▸ **EXERCISE**
Work through the lines below and count those holding "rooms"; reply with the number only.
BEGIN DATA RECORDS
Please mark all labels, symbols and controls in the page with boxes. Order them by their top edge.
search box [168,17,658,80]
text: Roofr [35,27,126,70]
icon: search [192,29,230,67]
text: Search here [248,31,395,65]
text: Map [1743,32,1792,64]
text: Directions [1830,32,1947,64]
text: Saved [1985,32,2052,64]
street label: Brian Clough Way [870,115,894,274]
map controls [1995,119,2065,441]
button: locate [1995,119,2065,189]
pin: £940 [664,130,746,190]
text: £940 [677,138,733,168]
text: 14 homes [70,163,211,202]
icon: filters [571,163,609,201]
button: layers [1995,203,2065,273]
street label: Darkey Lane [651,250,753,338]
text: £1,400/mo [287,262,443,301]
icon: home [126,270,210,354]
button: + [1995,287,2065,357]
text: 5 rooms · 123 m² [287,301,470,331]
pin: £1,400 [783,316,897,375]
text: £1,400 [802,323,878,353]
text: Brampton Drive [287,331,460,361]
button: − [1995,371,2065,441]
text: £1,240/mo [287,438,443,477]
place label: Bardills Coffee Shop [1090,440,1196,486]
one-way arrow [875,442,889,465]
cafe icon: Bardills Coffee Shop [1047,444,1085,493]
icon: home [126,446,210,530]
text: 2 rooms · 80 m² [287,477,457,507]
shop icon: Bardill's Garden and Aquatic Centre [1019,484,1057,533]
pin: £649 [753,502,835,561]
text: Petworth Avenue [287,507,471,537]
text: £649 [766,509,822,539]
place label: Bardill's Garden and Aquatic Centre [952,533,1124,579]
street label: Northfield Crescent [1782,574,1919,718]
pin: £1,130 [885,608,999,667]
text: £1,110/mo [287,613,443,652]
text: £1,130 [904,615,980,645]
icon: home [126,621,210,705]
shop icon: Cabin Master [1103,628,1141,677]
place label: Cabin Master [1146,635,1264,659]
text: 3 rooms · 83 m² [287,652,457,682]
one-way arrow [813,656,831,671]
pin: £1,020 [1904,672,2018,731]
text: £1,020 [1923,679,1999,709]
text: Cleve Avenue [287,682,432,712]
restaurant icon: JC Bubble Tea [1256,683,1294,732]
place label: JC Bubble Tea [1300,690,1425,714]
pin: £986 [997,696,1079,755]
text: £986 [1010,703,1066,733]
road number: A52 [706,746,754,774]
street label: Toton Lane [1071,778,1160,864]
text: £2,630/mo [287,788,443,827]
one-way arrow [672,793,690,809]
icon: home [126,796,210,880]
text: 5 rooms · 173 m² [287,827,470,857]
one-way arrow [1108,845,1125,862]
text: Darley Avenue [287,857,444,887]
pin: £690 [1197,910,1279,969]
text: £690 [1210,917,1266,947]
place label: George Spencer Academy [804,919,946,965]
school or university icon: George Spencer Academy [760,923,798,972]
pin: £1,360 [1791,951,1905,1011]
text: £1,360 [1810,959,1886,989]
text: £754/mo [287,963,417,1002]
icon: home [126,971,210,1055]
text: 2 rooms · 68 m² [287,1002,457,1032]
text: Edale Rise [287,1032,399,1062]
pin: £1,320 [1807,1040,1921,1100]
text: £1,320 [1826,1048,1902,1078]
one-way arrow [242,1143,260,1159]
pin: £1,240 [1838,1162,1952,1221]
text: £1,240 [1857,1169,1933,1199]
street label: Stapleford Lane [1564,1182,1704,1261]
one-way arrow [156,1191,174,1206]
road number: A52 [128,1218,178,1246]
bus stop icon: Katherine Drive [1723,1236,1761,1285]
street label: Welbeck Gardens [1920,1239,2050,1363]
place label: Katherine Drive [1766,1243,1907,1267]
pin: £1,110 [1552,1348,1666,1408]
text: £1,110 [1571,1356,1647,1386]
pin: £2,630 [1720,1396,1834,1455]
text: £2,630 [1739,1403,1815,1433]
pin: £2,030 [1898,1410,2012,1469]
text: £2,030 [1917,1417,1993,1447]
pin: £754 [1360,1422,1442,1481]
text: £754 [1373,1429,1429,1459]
END DATA RECORDS
▸ **THE COMPLETED TASK**
5